··· Source data ···
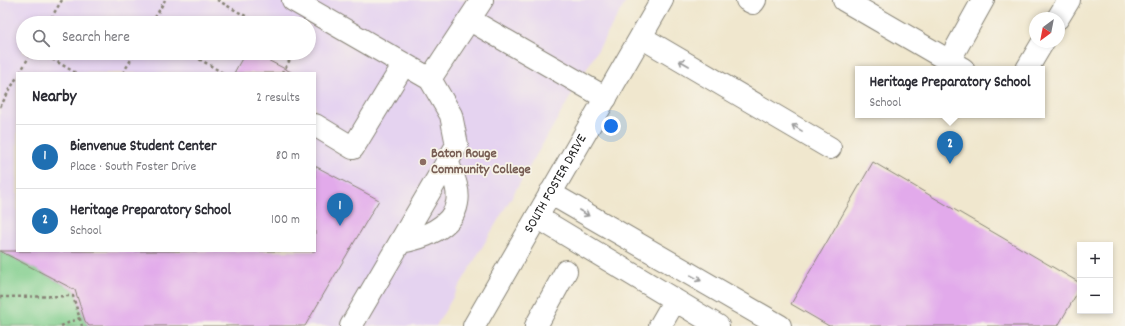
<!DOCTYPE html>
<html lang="en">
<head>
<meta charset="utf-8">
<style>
  :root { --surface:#fff; --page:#f2f2f3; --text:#2b2b33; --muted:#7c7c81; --line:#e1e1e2; --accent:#1f6fb2 }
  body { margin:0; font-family:Dekko,sans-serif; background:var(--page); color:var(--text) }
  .controls { position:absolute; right:12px; bottom:12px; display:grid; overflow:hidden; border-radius:0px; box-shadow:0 2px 6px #0003 }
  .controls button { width:36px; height:36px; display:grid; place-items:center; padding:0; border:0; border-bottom:1px solid var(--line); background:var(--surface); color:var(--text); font:20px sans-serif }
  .compass { position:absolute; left:1029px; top:12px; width:36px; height:36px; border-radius:50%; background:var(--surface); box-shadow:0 2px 6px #0003; rotate:212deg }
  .you { position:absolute; left:611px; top:126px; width:14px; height:14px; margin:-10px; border:3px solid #fff; border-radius:50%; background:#1a73e8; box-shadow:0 0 0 6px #1a73e833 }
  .badge { display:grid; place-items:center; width:26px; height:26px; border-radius:50%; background:var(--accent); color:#fff; font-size:13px; font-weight:700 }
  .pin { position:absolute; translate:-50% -33px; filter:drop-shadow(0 1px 2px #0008) }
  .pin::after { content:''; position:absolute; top:21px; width:14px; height:12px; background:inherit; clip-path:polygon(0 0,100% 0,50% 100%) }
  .popup { position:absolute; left:855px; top:66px; width:190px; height:52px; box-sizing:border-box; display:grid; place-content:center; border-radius:0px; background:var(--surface); filter:drop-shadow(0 1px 3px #0005); font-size:13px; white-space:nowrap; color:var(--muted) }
  .popup b { font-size:15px; color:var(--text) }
  .popup::after { content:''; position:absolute; left:50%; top:100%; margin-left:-8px; border:8px solid transparent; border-top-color:var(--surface) }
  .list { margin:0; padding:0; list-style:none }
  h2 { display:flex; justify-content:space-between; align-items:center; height:52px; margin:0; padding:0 16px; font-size:17px }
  h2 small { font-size:13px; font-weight:400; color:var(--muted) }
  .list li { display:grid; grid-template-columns:26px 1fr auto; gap:12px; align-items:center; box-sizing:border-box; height:64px; padding:0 16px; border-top:1px solid var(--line) }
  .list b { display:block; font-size:15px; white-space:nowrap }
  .list p { margin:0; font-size:13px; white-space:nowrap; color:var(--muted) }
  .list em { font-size:13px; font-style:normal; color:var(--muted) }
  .icon { flex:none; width:22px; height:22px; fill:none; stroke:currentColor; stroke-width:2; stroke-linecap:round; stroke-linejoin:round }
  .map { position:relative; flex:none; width:1125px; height:326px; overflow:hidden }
  .search { position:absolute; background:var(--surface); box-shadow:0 2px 6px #0003; left:16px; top:16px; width:300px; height:44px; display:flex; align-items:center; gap:10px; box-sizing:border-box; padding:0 14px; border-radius:22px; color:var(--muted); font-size:15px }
  .panel { position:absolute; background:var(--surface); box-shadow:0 2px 6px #0003; left:16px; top:72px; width:300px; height:180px; border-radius:0px }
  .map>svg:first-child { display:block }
  .built { fill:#e5d3f0; fill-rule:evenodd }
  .green { fill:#7fcd8c; stroke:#4e7454 }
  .building { fill:#e2aaeb }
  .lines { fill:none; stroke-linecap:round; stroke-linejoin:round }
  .minor-casing { stroke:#868275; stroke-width:24 }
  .major-casing { stroke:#868275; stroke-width:24 }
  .path { stroke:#868275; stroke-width:2.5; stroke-dasharray:3 3; stroke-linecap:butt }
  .minor { stroke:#fff; stroke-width:22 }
  .major { stroke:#fff; stroke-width:22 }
  .oneway { stroke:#999 }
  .education-dot { fill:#8d6e63; stroke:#f7f3e8; stroke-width:1.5 }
  .labels { text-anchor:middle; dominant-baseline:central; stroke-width:3.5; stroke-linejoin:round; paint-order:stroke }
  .education-label { font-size:14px; font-weight:bold; fill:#785e54; stroke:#f7f3e8; text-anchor:start }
  .street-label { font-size:14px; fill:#1c1c1c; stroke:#f7f3e8 }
</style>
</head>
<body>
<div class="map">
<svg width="1125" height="326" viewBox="0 0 1125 326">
  <rect width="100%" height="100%" fill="#f7f3e8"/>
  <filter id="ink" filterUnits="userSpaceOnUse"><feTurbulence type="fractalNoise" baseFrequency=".025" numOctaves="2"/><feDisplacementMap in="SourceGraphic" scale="8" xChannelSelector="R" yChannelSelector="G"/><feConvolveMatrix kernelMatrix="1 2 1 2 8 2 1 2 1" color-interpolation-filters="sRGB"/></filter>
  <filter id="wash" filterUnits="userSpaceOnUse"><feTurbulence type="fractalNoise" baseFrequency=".012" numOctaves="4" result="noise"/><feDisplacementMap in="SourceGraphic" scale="16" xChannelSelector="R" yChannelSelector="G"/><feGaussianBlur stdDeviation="0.9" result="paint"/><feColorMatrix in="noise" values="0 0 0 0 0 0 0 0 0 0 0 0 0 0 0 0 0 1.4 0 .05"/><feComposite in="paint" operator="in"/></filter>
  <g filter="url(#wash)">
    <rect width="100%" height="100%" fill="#f0e7ce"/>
    <path class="built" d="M0,0h627l-191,326h-436zM23,23h286v30h-286zM17,73h298v178h-298z"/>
    <path class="green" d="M0,251l75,39 10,31 4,5h-89z"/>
    <g id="blocks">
      <path class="building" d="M245,53h9l39,20h-59z
        M873,162l207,121v5l-22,38h-229l-38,-22z
        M315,166l64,34 -74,126h-216l-4,-5 -10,-31 -75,-39h315z"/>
    </g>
  </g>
  <g filter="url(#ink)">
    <use href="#blocks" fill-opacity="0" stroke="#868275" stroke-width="1"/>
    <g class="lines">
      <g class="minor-casing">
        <path id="minor" d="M293,0l137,79 21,36 6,30 -106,181
          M747,0l6,3 2,-3
          M844,0l119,69
          M1058,18l11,-18
          M470,20l136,78
          M641,37l189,111
          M949,61l34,-61
          M1027,69l16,-27
          M430,79l52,-79
          M315,125l38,23 51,-84
          M550,193l230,133
          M537,217l181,109
          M400,242c21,-3 53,-14 57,-39 3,-14 -5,-29 -10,-42
          M536,326l30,-55
          M660,326l15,-26"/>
      </g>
      <g class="major-casing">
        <g id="major">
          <path id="s1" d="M474,326l188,-326"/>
        </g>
      </g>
      <path class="path" d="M217,0l41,23
        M48,23l14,-23
        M152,23l13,-23
        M42,53l34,20
        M189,53l34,20
        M20,73l11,-20
        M123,73l12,-20
        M282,73l12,-20
        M0,107l17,-30
        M0,297l73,-1 9,30
        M61,326l19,-8"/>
      <use href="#minor" class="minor"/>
      <use href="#major" class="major"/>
    </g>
    <defs><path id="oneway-shaft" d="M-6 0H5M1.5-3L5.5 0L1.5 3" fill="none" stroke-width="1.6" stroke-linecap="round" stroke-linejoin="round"/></defs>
    <g class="oneway">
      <use href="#oneway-shaft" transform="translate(684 63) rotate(-150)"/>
      <use href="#oneway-shaft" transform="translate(797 128) rotate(-149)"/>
      <use href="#oneway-shaft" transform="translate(584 213) rotate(30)"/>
      <use href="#oneway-shaft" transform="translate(696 278) rotate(29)"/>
    </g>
  </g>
  <circle class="education-dot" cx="423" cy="162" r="4"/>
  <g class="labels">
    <g class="education-label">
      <text x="431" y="154">Baton Rouge<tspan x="431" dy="16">Community College</tspan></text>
    </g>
    <g class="street-label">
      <text stroke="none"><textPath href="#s1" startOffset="164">SOUTH FOSTER DRIVE</textPath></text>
    </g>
  </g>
</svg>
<div class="controls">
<button>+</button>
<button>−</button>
</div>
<svg class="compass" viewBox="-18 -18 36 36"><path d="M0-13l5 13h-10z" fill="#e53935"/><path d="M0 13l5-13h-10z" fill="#7c7c81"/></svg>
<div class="you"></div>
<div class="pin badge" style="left:340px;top:226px">1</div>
<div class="pin badge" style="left:950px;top:164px">2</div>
<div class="popup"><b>Heritage Preparatory School</b>School</div>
<div class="search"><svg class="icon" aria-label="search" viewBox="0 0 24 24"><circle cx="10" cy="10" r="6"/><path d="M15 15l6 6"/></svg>Search here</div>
<section class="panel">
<h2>Nearby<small>2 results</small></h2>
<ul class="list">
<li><span class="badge">1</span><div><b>Bienvenue Student Center</b><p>Place · South Foster Drive</p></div><em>80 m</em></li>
<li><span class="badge">2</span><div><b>Heritage Preparatory School</b><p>School</p></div><em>100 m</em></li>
</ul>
</section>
</div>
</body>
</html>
···
* Directions
In the listing above, find the line containing "margin:0; font-size:13px; white-space:nowrap;" and the line containing "flex:none; width:22px; height:22px;", then quote both, plus every line between them, exactly as written.

* Solution to this problem
  .list p { margin:0; font-size:13px; white-space:nowrap; color:var(--muted) }
  .list em { font-size:13px; font-style:normal; color:var(--muted) }
  .icon { flex:none; width:22px; height:22px; fill:none; stroke:currentColor; stroke-width:2; stroke-linecap:round; stroke-linejoin:round }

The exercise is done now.